When you were born I held your wee body in my hands.  Tightly, I kept you warm and safe.  I saw your first step, could hear your first word, and those tiny giggles.  We'd hide under the blankets, with a flash light telling silly stories.  We'd sit and listen to music and talk about the birds.  Plant corn in our front yard and play with worms.  Cuddle while you tried your hardest to read words from a book.  I held the back of your seat when you took off on your first bike, riding faster than I ever imagined.  Your butterfly kisses on my cheeks and the gentle touches with your tiny hands made my heart swell.  

I watched you cross the street, take the bus, explore beyond my dreams and then return home.  
Mothers day.. isn't about receiving another gift, It's about what you already gave me.  

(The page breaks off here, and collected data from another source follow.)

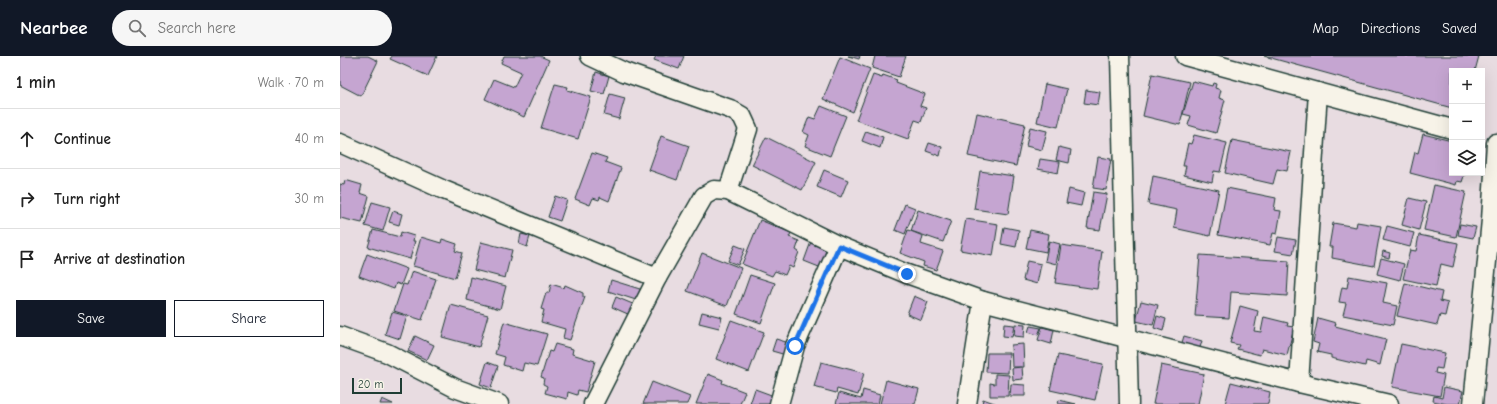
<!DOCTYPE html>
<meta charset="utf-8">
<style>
:root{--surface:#fff;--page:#f6f6f6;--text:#222;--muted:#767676;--line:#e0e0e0;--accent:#111827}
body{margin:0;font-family:"Comic Neue",sans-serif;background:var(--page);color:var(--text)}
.controls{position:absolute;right:12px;top:12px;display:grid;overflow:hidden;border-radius:0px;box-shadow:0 4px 16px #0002}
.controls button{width:36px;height:36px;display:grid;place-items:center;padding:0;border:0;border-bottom:1px solid var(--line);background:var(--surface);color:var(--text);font:20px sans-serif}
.scale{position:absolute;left:12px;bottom:10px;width:50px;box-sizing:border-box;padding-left:4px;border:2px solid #1f3d34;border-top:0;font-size:11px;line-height:14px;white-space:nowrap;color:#1f3d34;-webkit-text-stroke:3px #f7f3e8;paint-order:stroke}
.stop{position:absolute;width:12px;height:12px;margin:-9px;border:3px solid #1a73e8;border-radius:50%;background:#fff}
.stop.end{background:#1a73e8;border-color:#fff;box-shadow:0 1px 4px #0008}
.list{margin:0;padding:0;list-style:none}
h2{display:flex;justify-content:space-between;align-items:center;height:52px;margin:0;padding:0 16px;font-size:17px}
h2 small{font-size:13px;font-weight:400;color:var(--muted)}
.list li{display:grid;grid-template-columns:26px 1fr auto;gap:12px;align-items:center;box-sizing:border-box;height:60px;padding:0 16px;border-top:1px solid var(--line)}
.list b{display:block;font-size:15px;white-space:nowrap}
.list em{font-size:13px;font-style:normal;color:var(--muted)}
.actions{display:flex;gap:8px;padding:12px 16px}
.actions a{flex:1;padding:9px 0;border:1px solid var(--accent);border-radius:0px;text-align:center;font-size:14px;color:var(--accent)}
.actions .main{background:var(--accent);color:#fff}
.icon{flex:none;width:22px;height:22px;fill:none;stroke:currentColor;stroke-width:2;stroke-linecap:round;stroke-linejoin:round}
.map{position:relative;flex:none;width:1157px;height:348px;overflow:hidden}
header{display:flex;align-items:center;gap:24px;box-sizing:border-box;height:56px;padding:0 20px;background:var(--accent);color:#fff}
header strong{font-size:19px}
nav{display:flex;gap:22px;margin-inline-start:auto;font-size:14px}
.search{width:280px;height:36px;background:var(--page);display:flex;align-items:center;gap:10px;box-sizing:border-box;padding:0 14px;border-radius:22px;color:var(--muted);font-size:15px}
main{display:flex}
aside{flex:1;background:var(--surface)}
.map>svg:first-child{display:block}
.building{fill:#c5a5d1;stroke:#1f3d34}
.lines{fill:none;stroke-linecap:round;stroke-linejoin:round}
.minor-casing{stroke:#1f3d34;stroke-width:21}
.minor{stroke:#f7f3e8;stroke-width:18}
.route{stroke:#1a73e8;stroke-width:5}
</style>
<header>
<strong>Nearbee</strong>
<div class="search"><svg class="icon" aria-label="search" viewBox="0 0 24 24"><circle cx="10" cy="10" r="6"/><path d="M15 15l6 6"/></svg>Search here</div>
<nav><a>Map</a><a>Directions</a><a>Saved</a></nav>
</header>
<main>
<aside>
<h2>1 min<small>Walk · 70 m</small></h2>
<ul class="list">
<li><svg class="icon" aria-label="ahead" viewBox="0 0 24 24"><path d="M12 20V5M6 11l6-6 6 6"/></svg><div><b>Continue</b></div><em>40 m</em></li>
<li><svg class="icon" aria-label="right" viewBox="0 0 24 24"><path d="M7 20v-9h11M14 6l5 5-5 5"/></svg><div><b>Turn right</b></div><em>30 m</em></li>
<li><svg class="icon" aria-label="arrive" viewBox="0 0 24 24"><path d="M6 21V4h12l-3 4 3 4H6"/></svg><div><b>Arrive at destination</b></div></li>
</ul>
<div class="actions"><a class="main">Save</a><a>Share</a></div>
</aside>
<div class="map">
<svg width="1157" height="348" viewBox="0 0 1157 348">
<rect width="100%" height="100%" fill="#e8dce1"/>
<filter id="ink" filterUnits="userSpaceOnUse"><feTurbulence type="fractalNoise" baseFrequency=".025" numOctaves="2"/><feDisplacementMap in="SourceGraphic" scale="8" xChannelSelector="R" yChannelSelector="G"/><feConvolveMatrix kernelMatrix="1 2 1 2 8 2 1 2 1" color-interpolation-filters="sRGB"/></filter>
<g filter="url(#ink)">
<g class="building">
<polygon points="0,0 28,0 38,5 21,40 0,29"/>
<polygon points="52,0 97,0 88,20 50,3"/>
<polygon points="164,0 200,0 209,4 184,61 145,43 154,23 174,31 181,16 161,7"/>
<polygon points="316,0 344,0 339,13 314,4"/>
<polygon points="508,0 520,0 519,3"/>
<polygon points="535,0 566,0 559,21 532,12"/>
<polygon points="924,0 1139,0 1135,15 1112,15 1112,52"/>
<polygon points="500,1 530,13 513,56 483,43"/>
<polygon points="256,16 269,20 264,38 251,35"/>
<polygon points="812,18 850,26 840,69 803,60"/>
<polygon points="533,19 542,22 543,19 557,24 556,27 585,38 580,50 586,52 581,66 575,64 568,83 516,64"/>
<polygon points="853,25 872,30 873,27 876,28 875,32 881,34 879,42 885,44 876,77 848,69 851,60 843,58"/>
<polygon points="215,28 228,31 227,34 251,41 238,83 201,72"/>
<polygon points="705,28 727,33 718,71 697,66"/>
<polygon points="746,34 760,36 758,49 744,47"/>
<polygon points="270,38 285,42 279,63 264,59"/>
<polygon points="481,50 506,60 490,100 465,90 469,79 463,76 469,61 475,63"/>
<polygon points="637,57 685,68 676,110 628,100"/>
<polygon points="690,71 707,75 702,94 686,90"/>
<polygon points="526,75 543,81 540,92 522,85"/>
<polygon points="1083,78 1112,85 1112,117 1125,117 1122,126 1117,125 1116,129 1070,117 1075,96 1078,97"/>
<polygon points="854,79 887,87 880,116 874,115 872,126 844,119 846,110 843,110 848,87 851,88"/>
<polygon points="321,80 349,90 337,124 309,114"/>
<polygon points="426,81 476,106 462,134 412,109"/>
<polygon points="892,84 951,96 947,115 937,113 933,128 885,117"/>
<polygon points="589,87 602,91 600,100 586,95"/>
<polygon points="719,91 731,94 729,107 716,104"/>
<polygon points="252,97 267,102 265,106 281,112 269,145 260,141 259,144 253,142 250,149 235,143"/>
<polygon points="758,101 771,103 766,134 753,132"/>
<polygon points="700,103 720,106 718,117 698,113"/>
<polygon points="484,114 508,124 501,141 477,131"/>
<polygon points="640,115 674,120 668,158 634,153"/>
<polygon points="813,120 879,134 870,180 834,172 837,154 808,148"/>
<polygon points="5,124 22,129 20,137 29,140 22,167 0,162 0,128 4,129"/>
<polygon points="1094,129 1126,136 1116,181 1084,174"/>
<polygon points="887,132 936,142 934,154 941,155 937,178 933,177 930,189 878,179"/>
<polygon points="729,133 744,137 741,150 726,147"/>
<polygon points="753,136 767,138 760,174 747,172"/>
<polygon points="215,140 227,144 220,165 208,161"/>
<polygon points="1069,142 1086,146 1079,174 1062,169"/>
<polygon points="32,146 50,151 43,175 25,170"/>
<polygon points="565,148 575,152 565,178 555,174"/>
<polygon points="578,154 611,165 603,186 571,175"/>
<polygon points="53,155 62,158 59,169 49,166"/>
<polygon points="626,163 658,168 653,200 620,194"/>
<polygon points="420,164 451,177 449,181 459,185 456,194 459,196 453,212 449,210 445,219 435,215 432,220 402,208"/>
<polygon points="1017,166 1041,170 1034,210 992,202 993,191 989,191 993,167 1016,171"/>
<polygon points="1120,168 1136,171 1133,182 1118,179"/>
<polygon points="1047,170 1074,177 1070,191 1043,184"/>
<polygon points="664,171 679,174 676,191 661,188"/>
<polygon points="33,174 60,181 61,176 74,180 73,185 75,185 70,203 28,191"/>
<polygon points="568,174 583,180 581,188 603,195 596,214 583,210 584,206 560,197"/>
<polygon points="690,174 709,178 706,196 686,192"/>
<polygon points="181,178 190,180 187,191 179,188"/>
<polygon points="1079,179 1118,187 1113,211 1101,208 1096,230 1063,223 1070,194 1076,195"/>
<polygon points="81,181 101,187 102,183 117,188 115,195 122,197 115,222 73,210"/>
<polygon points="938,181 956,184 953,198 935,195"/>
<polygon points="472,183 493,191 484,213 464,205"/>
<polygon points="709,185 720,188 716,208 705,205"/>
<polygon points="141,186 172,194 165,222 134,214"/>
<polygon points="395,189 405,193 398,209 388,205"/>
<polygon points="721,189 762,195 757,233 715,227"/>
<polygon points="1043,195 1050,197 1049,202 1042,200"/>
<polygon points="362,197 401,212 387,250 347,235"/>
<polygon points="27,198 67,213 61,229 56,227 54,233 19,220"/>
<polygon points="860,199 949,205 947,240 891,236 889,262 855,260"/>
<polygon points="1041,202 1064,208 1060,224 1037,218"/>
<polygon points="687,205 701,208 697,228 683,224"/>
<polygon points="72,215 96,223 82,264 54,255 63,228 67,229"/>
<polygon points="410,219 435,227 421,267 396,258"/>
<polygon points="1009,220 1047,227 1043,247 1057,250 1053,269 1003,259 1006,247 999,246 1002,231 1007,232"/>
<polygon points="131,221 166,230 160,253 127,244"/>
<polygon points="271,224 303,234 299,245 268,235"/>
<polygon points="1065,227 1102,236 1100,245 1108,247 1105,260 1100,259 1097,269 1057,260"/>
<polygon points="211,228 224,232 225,229 243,237 243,241 245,241 230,284 223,282 225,273 201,266 204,254 201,253 206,237 209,237"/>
<polygon points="574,240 588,246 581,264 567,258"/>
<polygon points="276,241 295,249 290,259 272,251"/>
<polygon points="801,245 818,249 813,269 796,265"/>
<polygon points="111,249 148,259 139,291 102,281"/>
<polygon points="900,250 918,255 914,275 921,276 924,261 948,267 947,270 954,271 947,299 922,293 920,299 897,293 899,289 890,287"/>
<polygon points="52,256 67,260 60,283 45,278"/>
<polygon points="362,256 382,261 379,272 359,267"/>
<polygon points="817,260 826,263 823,275 814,272"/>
<polygon points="978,262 996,267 995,270 1046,283 1040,309 1026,305 1025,310 991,302 991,299 977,296 979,288 973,286"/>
<polygon points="391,264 424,276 409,316 376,303"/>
<polygon points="164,266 207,278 197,310 184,307 182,315 163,309 165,301 155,298"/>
<polygon points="664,268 674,269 672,281 663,280"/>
<polygon points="675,268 685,269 684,281 674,280"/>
<polygon points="690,270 701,272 698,279 688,276"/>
<polygon points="702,271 714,274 711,288 698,284"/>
<polygon points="75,280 94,289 87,304 68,295"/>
<polygon points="844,280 862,285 858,298 840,293"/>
<polygon points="436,283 449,287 446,299 432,295"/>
<polygon points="215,288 233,293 232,298 255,305 246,336 238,334 237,339 228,336 227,343 205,337 207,330 203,328 204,322 201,321 209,295 212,296"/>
<polygon points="683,288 684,311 672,311 671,289"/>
<polygon points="1061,288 1105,297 1102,313 1096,312 1095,317 1104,319 1100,340 1052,331"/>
<polygon points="647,297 669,297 668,317 646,316"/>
<polygon points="718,299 763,308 755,344 710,334"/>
<polygon points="147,306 158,310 151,332 140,328"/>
<polygon points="481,306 524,317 518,339 497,333 496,337 474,331"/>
<polygon points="821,309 864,318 858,348 813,348"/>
<polygon points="682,311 683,323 673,324 672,312"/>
<polygon points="368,318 383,324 382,327 405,336 400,348 356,348"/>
<polygon points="655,318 669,319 668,340 650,340 650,327 655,328"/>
<polygon points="546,324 579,333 575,348 540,348"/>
<polygon points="312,326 350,341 347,348 303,348"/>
<polygon points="891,326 930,336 928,348 885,348"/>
<polygon points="671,328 685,329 685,340 670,340"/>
<polygon points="1104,331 1123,335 1120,348 1107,348 1093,345 1094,340 1102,342"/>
<polygon points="415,333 434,340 432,348 410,348"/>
<polygon points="523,334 540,339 538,348 496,348 499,337 521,343"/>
<polygon points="42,343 53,348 40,348"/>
<polygon points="643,343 657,348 642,348"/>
<polygon points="719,344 736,348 718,348"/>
</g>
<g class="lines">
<defs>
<g id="minor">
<polyline points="250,0 284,16 390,53 402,60 408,73 388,135"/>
<polyline points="780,0 789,348"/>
<polyline points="845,0 1112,73"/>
<polyline points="0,87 104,134 317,222"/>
<polyline points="0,280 47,297 115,332 159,348"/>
<polyline points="959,327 978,36"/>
<polyline points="253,348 317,222 364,140 374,134 388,135 499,190 567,218 643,245 959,327 1049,348"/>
<polyline points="439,348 455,290 499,190"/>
<polyline points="627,348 643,245"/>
<polyline points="1133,348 1151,164 1156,87"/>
</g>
</defs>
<use href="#minor" class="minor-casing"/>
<use href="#minor" class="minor"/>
</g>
</g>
<g class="lines" filter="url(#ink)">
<polyline class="route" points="455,290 499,190 567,218"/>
</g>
</svg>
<div class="controls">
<button>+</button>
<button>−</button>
<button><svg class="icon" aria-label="layers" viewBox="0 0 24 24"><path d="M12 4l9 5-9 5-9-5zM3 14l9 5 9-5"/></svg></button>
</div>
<div class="scale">20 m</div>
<div class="stop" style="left:455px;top:290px"></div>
<div class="stop end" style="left:567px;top:218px"></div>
</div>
</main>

You taught me to love unconditionally, accept completely and laugh with abandon.  I will always splash in puddles because of you.  I will run in the rain.  I will look up to the sky and see beyond the clouds because you reminded me to.  I see more than I could have imagined.  I feel more than I thought possible.  All because of you.  It's not about measuring the time it took to have you join my life but remembering every, single, moment that I've had with you. 

I love you both with more than my soul can take.  So instead of expecting something on what they say is Mothers day, I'll say .. 

thank you. 

Love Mum

Friday 5 May 2017

What I'd give

With all the life changes that happen, I'll take a moment to reflect.  In clairity, without discrimination and with as much compassion I'd want to see returned.

Who's to say the choices another make are good or bad?  What landed them in the position they are in at this moment.   I'll my live life for what it is...

What I'd give to see another succeed or become a better person for themselves?  I know my heart is the first thing that would be surrendered and perhaps that isn't what most think is ideal but it's the truth.

It doesn't matter any more what someone else thinks of the choices I make, my path is that.. my path.  I'll choose what I feel is right, even if the consequences are tough to swallow.  It's not my place to pass judgement on another, all I need to know is that I'll lay down at night with the faith in myself that I've done something right.

So go forth, spread joy.  Give faith and trust that things will work out.  I cannot tell you that I've tossed myself into the wind over the past 2 years and how it's turned out.  I walk, with the sun warming my face and my heart.  I give without expectations and trust.  I won't waffle any longer from what I know is the truth.